New York Times: Inter Milan Wins Champions League Title.
MADRID — As the stadium loudspeakers announced the lineup for the Champions League final between Inter Milan and Bayern Munich, the name of José Mourinho, Inter’s Portuguese coach, drew a thunderous shout of approval from the section of fans in Inter’s black and blue.
For those fans, Saturday night was probably their last chance to celebrate the man they call Mou, who crowned another remarkable coaching season by leading Inter to a 2-0 victory at Real Madrid’s Santiago Bernabéu stadium.
It was Inter’s first triumph in Europe’s most prestigious club soccer competition since winning consecutive titles in 1964 and 1965, and it came in the kind of match that will almost certainly convince big-spending Real Madrid that Mourinho can help secure championships after this year’s trophyless season.

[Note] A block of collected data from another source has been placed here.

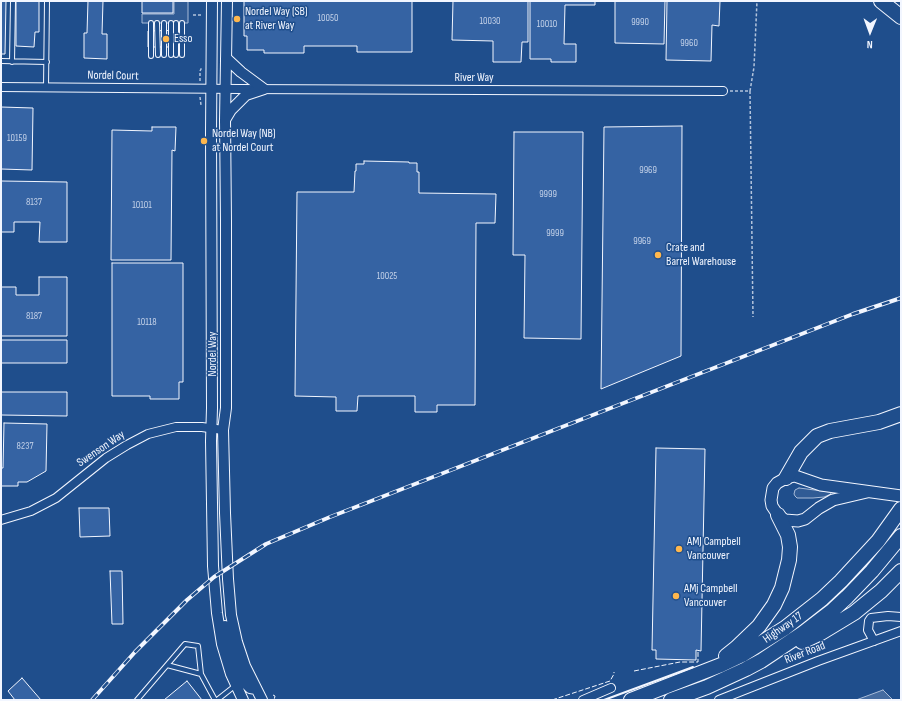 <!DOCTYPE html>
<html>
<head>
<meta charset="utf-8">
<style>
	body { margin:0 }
	#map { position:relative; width:902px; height:701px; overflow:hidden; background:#1f4e8c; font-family:"Sofia Sans Condensed",sans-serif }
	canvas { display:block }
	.frame { position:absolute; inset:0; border:2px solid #f2f6ff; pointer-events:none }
	.north { position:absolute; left:850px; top:12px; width:40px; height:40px; -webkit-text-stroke:3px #1f4e8c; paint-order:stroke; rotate:181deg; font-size:11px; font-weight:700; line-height:16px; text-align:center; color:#f2f6ff }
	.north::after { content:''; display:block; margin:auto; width:14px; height:18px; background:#f2f6ff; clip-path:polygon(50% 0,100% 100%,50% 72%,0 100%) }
</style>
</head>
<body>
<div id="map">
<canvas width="902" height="701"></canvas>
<div class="frame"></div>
<div class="north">N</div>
</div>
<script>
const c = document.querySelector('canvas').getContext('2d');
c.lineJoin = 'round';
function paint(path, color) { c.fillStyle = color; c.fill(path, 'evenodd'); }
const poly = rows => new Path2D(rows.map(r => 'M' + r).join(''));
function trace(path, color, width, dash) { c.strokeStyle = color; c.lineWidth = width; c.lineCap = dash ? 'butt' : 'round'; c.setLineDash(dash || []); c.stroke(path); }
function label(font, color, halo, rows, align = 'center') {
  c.font = font + ' "Sofia Sans Condensed",sans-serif'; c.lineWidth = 3; c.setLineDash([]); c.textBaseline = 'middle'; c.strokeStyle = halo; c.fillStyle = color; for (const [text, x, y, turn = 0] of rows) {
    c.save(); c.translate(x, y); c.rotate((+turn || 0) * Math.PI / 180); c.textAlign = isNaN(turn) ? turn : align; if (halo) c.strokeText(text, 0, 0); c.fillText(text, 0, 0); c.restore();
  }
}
const built = poly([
	[174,1,188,1,188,23,142,23,142,14,174,14,174,1],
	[799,488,830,492,831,494,824,497,813,498,797,498,795,496,794,494,795,490,799,488]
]);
const water = poly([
	[883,690,893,700,855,700,856,700,883,690]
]);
const building = poly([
	[1,1,6,1,5,54,1,54,1,1],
	[16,1,39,1,39,32,35,32,34,47,16,46,16,1],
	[88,1,103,1,102,34,107,34,107,59,84,58,84,33,87,33,88,1],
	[142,1,173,1,173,13,142,13,142,1],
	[244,1,412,1,412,52,357,52,357,46,304,46,304,53,264,53,264,50,247,50,247,36,244,36,244,1],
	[453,1,528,1,528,42,522,42,521,62,493,62,493,41,452,40,453,1],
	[530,1,595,1,595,5,565,5,564,44,576,44,576,62,551,62,551,59,530,59,530,1],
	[615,1,665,1,664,44,615,43,615,1],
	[667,1,720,1,719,26,712,25,711,61,666,60,667,1],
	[184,30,184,47,148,47,148,31,184,30],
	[1,107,33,108,32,170,1,169,1,107],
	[682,126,681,356,601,389,604,127,682,126],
	[152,127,176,127,175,151,172,150,171,260,111,260,112,130,152,131,152,127],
	[514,132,583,132,581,339,524,338,525,255,513,255,514,132],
	[364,161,409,162,409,163,417,163,417,172,419,172,419,193,496,194,495,223,476,223,475,405,437,405,437,412,415,412,415,396,358,396,357,411,336,411,336,397,295,396,297,192,354,192,355,171,356,171,356,164,364,164,364,161],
	[1,181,67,182,67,242,39,242,40,222,14,222,14,232,1,232,1,181],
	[112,263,183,263,183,382,179,382,179,399,150,399,150,396,112,396,112,263],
	[39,277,67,277,67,336,1,336,1,287,16,287,16,295,39,295,39,277],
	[1,340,67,340,67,363,1,363,1,340],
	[1,392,67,392,67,416,1,415,1,392],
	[4,423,47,424,46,471,27,482,18,482,18,486,1,486,1,468,3,468,4,423],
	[656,448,705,449,701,651,696,650,696,660,656,659,656,650,652,650,656,448],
	[79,508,109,508,110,536,80,537,79,508],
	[110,571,122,571,123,624,112,624,110,571],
	[22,678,41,700,15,700,8,691,22,678],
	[187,681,202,700,164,700,187,681]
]);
const path = poly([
	[193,15,203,15],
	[200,81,200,71,202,67],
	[730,91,750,91,754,67,757,1],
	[750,91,753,317],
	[200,97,201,105]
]);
const service = poly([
	[157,23,158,55],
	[171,23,171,55],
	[176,23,176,55],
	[182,23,182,55],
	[164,55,164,23],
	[151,56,151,23],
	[1,61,47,62],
	[12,62,13,1],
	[46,87,47,1],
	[167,665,201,674],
	[137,700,185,644,198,646,201,674,215,700],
	[217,700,236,685]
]);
const minor = poly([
	[1,87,240,89,723,91],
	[1,520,31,511,56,498,106,458,127,445,148,434,176,427,202,427,223,430],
	[874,641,868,630,869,621,871,618,888,616,901,617],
	[583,700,611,688],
	[719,700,818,661,901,631]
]);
const tertiary = poly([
	[212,1,211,133,212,408,211,441,213,566,217,613,222,644,231,674,243,700],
	[227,1,225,120,226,220,226,408,223,430,225,513,228,579,231,615,237,642,245,666,262,700],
	[226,58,241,72,264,89],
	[225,120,231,110,246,95,264,89],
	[225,626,238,669,245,683,250,688,256,689]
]);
const secondary = poly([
	[867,492,833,500,819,508,805,519,798,521,785,520,778,515,772,506,771,500,773,488,777,483,786,478,795,476,821,485,901,496]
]);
const motorway = poly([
	[881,1,901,17],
	[786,478,801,452,817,436,830,431,879,422,901,414],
	[802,642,821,633,854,613,881,591,901,571],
	[726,656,736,648,759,626,774,605,782,588,789,560,790,547,788,535,778,515],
	[631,700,721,665,742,655,785,628,822,599,841,581,878,541,901,509],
	[671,700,707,687,746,669,761,661,803,633,833,610,847,597,872,571,901,536]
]);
const rail = poly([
	[92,700,135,652,187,600,214,577,266,544,330,517,853,314,901,298]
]);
const fence = poly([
	[634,671,680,662,698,662,698,650],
	[273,695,275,696,274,700],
	[552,700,610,681,614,674,614,672]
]);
const wall = poly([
	[604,700,693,667]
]);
const markers = [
	[237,19,4,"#ffb74d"],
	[166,39,4,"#ffb74d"],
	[204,141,4,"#ffb74d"],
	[658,255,4,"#ffb74d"],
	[679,549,4,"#ffb74d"],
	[676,596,4,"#ffb74d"]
];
const numberNames = [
	["10050",328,18],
	["10030",490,21],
	["9990",640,22],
	["10010",547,24],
	["9960",689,43],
	["10159",17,138],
	["9969",648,170],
	["9999",548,194],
	["8137",34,202],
	["10101",142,205],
	["9999",555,233],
	["9969",642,241],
	["10025",387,276],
	["8187",34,316],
	["10118",147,322],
	["8237",25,446]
];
const poiNames = [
	["Nordel Way (SB)",245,12],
	["at River Way",245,26],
	["Esso",174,39],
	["Nordel Way (NB)",212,134],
	["at Nordel Court",212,148],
	["Crate and",666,248],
	["Barrel Warehouse",666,262],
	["AMJ Campbell",687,542],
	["Vancouver",687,556],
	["AMj Campbell",684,589],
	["Vancouver",684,603]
];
const streetNames = [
	["Nordel Court",113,76,1],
	["River Way",474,78],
	["Nordel Way",213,354,-90],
	["Swenson Way",101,449,-34],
	["Highway 17",783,628,-35],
	["River Road",805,653,-21]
];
paint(built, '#305b95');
trace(built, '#a8bbd7', 1);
paint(water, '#446ba0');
trace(water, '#a8bbd7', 1);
paint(building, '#3563a3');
trace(building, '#f2f6ff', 1);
trace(service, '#f2f6ff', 6);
trace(minor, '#f2f6ff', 10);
trace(tertiary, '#f2f6ff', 12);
trace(secondary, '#f2f6ff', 13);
trace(motorway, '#f2f6ff', 16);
trace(path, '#b3c4dc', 1.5, [3, 2]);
trace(service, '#1f4e8c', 4);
trace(minor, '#1f4e8c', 8);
trace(tertiary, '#1f4e8c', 10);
trace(secondary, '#1f4e8c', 11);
trace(motorway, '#1f4e8c', 14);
trace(rail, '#f2f6ff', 4);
trace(rail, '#1f4e8c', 2.5, [8]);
trace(fence, '#f2f6ff', 1, [5, 2]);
trace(wall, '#f2f6ff', 2);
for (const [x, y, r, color] of markers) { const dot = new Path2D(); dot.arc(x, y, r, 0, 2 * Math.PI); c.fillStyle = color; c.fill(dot); trace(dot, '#1f4e8c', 1.5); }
label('10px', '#c3d1e8', null, numberNames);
label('12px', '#f2f6ff', '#1f4e8c', poiNames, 'left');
label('12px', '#f2f6ff', '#1f4e8c', streetNames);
</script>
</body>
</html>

Even before Inter’s victory, Real Madrid was rumored to want Mourinho on its bench.
Mourinho, who also won the Champions League with Porto in 2004, seemed to agree that Madrid would probably be his next home.
“If you don’t coach Real Madrid then you always have a gap in your career,” he said.
By the final whistle, Mourinho’s tactical choices had certainly paid off.
Despite a big advantage in ball possession, Bayern never managed to pierce Inter’s defensive wall, marshaled by its two South American central defenders, the Brazilian Lúcio and the Argentine Walter Samuel. As Bayern tried to push forward, it left itself exposed to lethal counter-attacks, spearheaded by Inter’s Argentine forward Diego Milito, who scored both goals.
In the late 1990s, Mourinho was an assistant to Bayern Manager Louis Van Gaal at Barcelona. On Saturday, Van Gaal acknowledged the superiority of Mourinho’s more defensive approach.
“I’m very happy for Mourinho that he won with this style of play,” he said. “Attacking is much more difficult than defending — and so many German teams that we face also opt for defending. But Inter does it a bit better.”
Mourinho dismissed as “provocation” the suggestions that Inter managed to win only by playing defensively.
“We have demonstrated our identity throughout this Champions League,” he said. “We deserved this title.”
Milito’s performance was the climax of a season in which he justified his signing last summer from the smaller club Genoa. In recent weeks, Milito scored the decisive goals in Inter’s Italian Cup triumph over Roma and in the final match of the Serie A season, a victory that clinched the league title for Inter.
In the 35th minute Saturday, Inter goalkeeper Júlio César sent a powerful kick upfield, which Milito headed to Wesley Sneijder. Sneijder, Inter’s Dutch playmaker, quickly returned the pass, and Milito sent a perfectly timed chip over Bayern goalkeeper Hans Jörg Butt. On the second goal, in the 70th minute, Milito collected the ball far from the Bayern goal and charged forward with no obvious support in sight. Choosing once more a direct path to goal, he ran at the last defender, Belgium’s Daniel Van Buyten, bamboozled him with a beautiful dribble and put the ball in the net.